§ PROBLEM: The answer must consist of every line below that contains the word "rotate".

☆ ☆ ☆

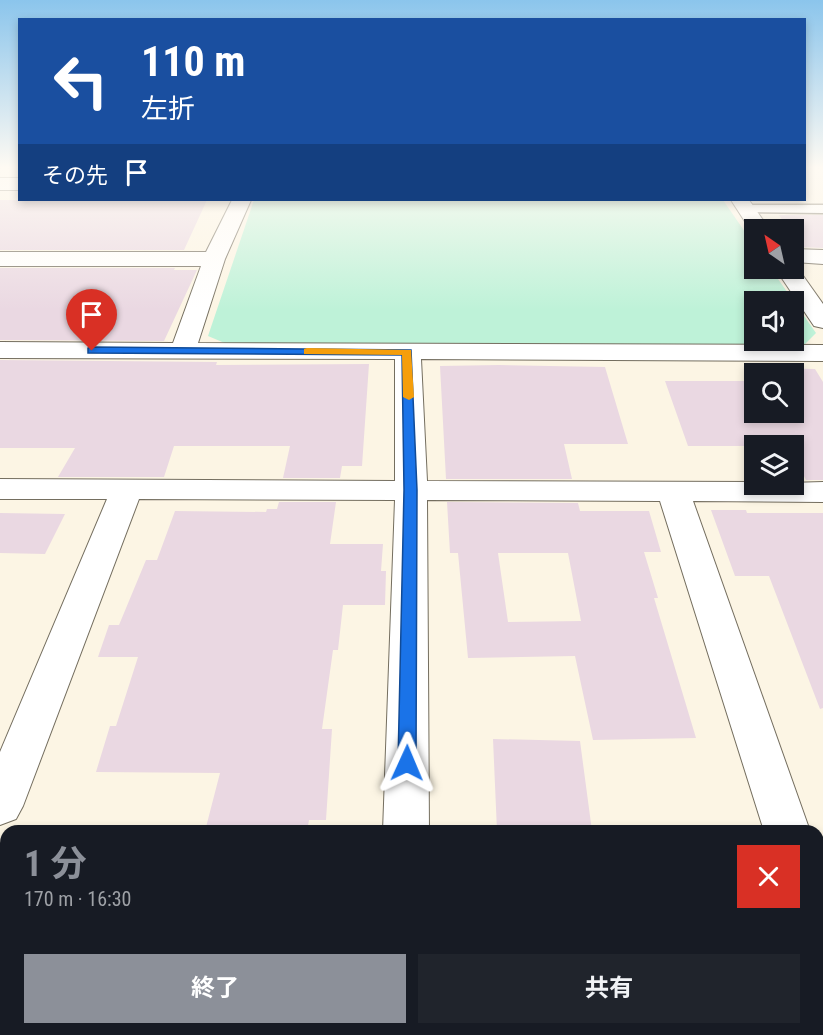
<!DOCTYPE html>
<html lang="ja">
<meta charset="utf-8">
<style>
:root{--surface:#171b24;--page:#20242c;--text:#f1f3f6;--muted:#9ea1a6;--accent:#8c9099}
body{margin:0;font-family:"Roboto Condensed","Noto Sans JP",sans-serif;background:var(--page);color:var(--text);height:100vh;display:flex;flex-direction:column;font-size:22px;white-space:nowrap}
*{box-sizing:border-box;margin:0}
p{font-size:20px;color:var(--muted)}
.icon{flex:none;width:33px;height:33px;fill:none;stroke:currentColor;stroke-width:2;stroke-linecap:round;stroke-linejoin:round}
.map{position:relative;flex:1;overflow:hidden}
.details{position:absolute;left:0px;top:825px;width:824px;height:210px;display:flex;flex-direction:column;background:var(--surface);border-radius:18px 18px 0 0;box-shadow:0 3px 9px #0003}
.details>*{flex:none}
.top-card{position:absolute;left:18px;top:18px;width:788px;height:183px;border-radius:0px;box-shadow:0 3px 9px #0003;background:#1a4fa0;color:#fff;overflow:hidden}
.needle{width:39px;rotate:326deg}
.fabs{position:absolute;left:744px;top:219px;display:grid;gap:12px}
.fabs a{display:grid;place-items:center;width:60px;height:60px;border-radius:0px;background:var(--surface);box-shadow:0 3px 9px #0003;font-size:30px}
.pin{position:absolute;display:grid;place-items:center;width:51px;height:51px;color:#fff;margin:-62px -26px;border-radius:50% 50% 50% 0;rotate:-45deg;box-shadow:0 0 6px #0007}
.pin .icon{rotate:45deg}
.me{position:absolute;width:66px;margin:-33px;rotate:1deg;stroke-linejoin:round;filter:drop-shadow(0 0 4px #0008)}
.turn{display:flex;align-items:center;gap:21px;height:126px;padding:0 24px;font-size:27px}
.turn .icon{width:78px;height:78px;stroke-width:2.5}
.turn b{display:block;font-size:42px;line-height:51px}
.then{display:flex;align-items:center;height:57px;padding:0 24px;background:#0003;gap:12px;font-size:22px}
.round{display:grid;place-items:center;flex:none;width:63px;height:63px;border-radius:0px;background:var(--page)}
.overview{display:flex;align-items:center;justify-content:space-between;height:102px;padding:0 24px}
h1{font-size:36px;font-weight:700;line-height:45px;color:var(--accent)}
.action{display:flex;gap:12px;margin-top:auto;padding:12px 24px}
.action a{flex:1;height:69px;border-radius:0px;background:var(--accent);color:#fff;font-size:24px;font-weight:700;line-height:69px;text-align:center}
.action a+a{background:var(--page);color:var(--text)}
.map>svg:first-child{display:block}
</style>
<div class="map">
<svg width="823" height="1035" viewBox="0 0 823 1035">
<rect width="100%" height="100%" fill="#fcf5e4"/>
<path fill="#bef2d8" fill-rule="evenodd" d="M254,200H723L754,245V268L771,269L816,333L805,344H227L208,336ZM754,302H794V340H754Z"/>
<path fill="#ead8e2" fill-rule="evenodd" d="M0,200H207L184,250H0Z
M779,215H823V248L801,247L794,236V230H789Z
M0,268H175L174,270H197L164,341L0,340Z
M0,360L217,362L216,365L369,364L362,466H342L340,478H283L290,446H174L164,477H58L75,448H0Z
M499,365L605,367L628,444H564L572,479H446L440,366Z
M759,368L815,369L823,382V480H806L794,457V446H688L665,381H754V412H794V374H762Z
M279,502H336L330,544H383L381,571H386L385,605H343L338,650H333L322,729H332L326,820H309L307,831H205L220,773L96,772L110,726H116L138,657H98L109,625H119L146,560H157L175,511L266,512L267,509H277Z
M447,502L578,503L580,511H649L661,552H644L658,598H654L696,738L593,740L575,656L468,658L458,553H450ZM498,553H568L581,621L508,622Z
M711,510H746L747,513H823V708L820,709L769,576H735Z
M0,513L65,514L45,554L0,553Z
M493,739L580,741L592,831H497Z"/>
<g fill="none" stroke-linecap="round" stroke-linejoin="round">
<g stroke="#746e5f" stroke-width="3">
<path id="service" d="M746,205H823V213L741,212L739,209L741,206Z"/>
</g>
<g stroke="#746e5f" stroke-width="2">
<path id="minor" d="M0,178H20V190H0Z
M232,200H251L225,259L198,343L823,345V361L421,359L427,481L754,482V484L823,482V502L693,501L810,831H764L660,501L427,500L429,831H383L395,500L139,499L23,806L16,819L0,825V752L107,499H0V479L395,481V359L0,358V342L173,343L201,266H0V252H206Z
M731,200H749L770,230H754V235L753,234Z
M794,249L823,250V264L794,262Z
M794,263L823,304V328L814,326L775,268H794Z
M818,898L823,900V962L818,960Z
M376,1029H430L431,1035H375Z"/>
</g>
<use href="#service" fill="#fff" fill-rule="evenodd"/>
<use href="#minor" fill="#fff" fill-rule="evenodd"/>
</g>
<linearGradient id="sky" x2="0" y2="1"><stop stop-color="#8bc5ec"/><stop offset="0.54" stop-color="#fefaf3"/><stop offset="1" stop-color="#fefaf3" stop-opacity="0"/></linearGradient>
<rect width="823" height="310" fill="url(#sky)"/>
<path fill="#1a73e8" stroke="#114b97" stroke-width="1.5" d="M92,347L411,350L417,490L416,763L413,768L407,770L400,768L398,763L404,490L402,355L88,353V348Z"/>
<path fill="#f59e0b" d="M307,348L411,350L414,397L409,400L403,397L402,355L304,354V349Z"/>
</svg>
<div class="fabs">
<a><svg class="needle" viewBox="-14 -14 28 28"><path d="M0-13l5 13h-10z" fill="#e53935"/><path d="M0 13l5-13h-10z" fill="#9ea1a6"/></svg></a>
<a><svg class="icon" aria-label="sound" viewBox="0 0 24 24"><path d="M4 9h4l5-4v14l-5-4H4zM17 9q2 3 0 6"/></svg></a>
<a><svg class="icon" aria-label="search" viewBox="0 0 24 24"><circle cx="10" cy="10" r="6"/><path d="M15 15l6 6"/></svg></a>
<a><svg class="icon" aria-label="layers" viewBox="0 0 24 24"><path d="M12 4l9 5-9 5-9-5zM3 14l9 5 9-5"/></svg></a>
</div>
<div class="pin" style="left:92px;top:351px;background:#d93025"><svg class="icon" aria-label="arrive" viewBox="0 0 24 24"><path d="M6 21V4h12l-3 4 3 4H6"/></svg></div>
<svg class="me" style="left:407px;top:763px" viewBox="-20 -20 40 40"><path d="M0-17L14 15 0 8-14 15z" fill="#1a73e8" stroke="#fff" stroke-width="4"/></svg>
<div class="top-card">
<div class="turn"><svg class="icon" aria-label="left" viewBox="0 0 24 24"><path d="M17 20v-9H6M10 6l-5 5 5 5"/></svg><div><b>110 m</b>左折</div></div>
<div class="then">その先<svg class="icon" aria-label="arrive" viewBox="0 0 24 24"><path d="M6 21V4h12l-3 4 3 4H6"/></svg></div>
</div>
<section class="details">
<div class="overview"><div><h1>1 分</h1><p>170 m · 16:30</p></div><a class="round" style="background:#d93025;color:#fff"><svg class="icon" aria-label="close" viewBox="0 0 24 24"><path d="M6 6l12 12M18 6L6 18"/></svg></a></div>
<div class="action"><a>終了</a><a>共有</a></div>
</section>
</div>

☆ ☆ ☆

§ REPLY:
.needle{width:39px;rotate:326deg}
.pin{position:absolute;display:grid;place-items:center;width:51px;height:51px;color:#fff;margin:-62px -26px;border-radius:50% 50% 50% 0;rotate:-45deg;box-shadow:0 0 6px #0007}
.pin .icon{rotate:45deg}
.me{position:absolute;width:66px;margin:-33px;rotate:1deg;stroke-linejoin:round;filter:drop-shadow(0 0 4px #0008)}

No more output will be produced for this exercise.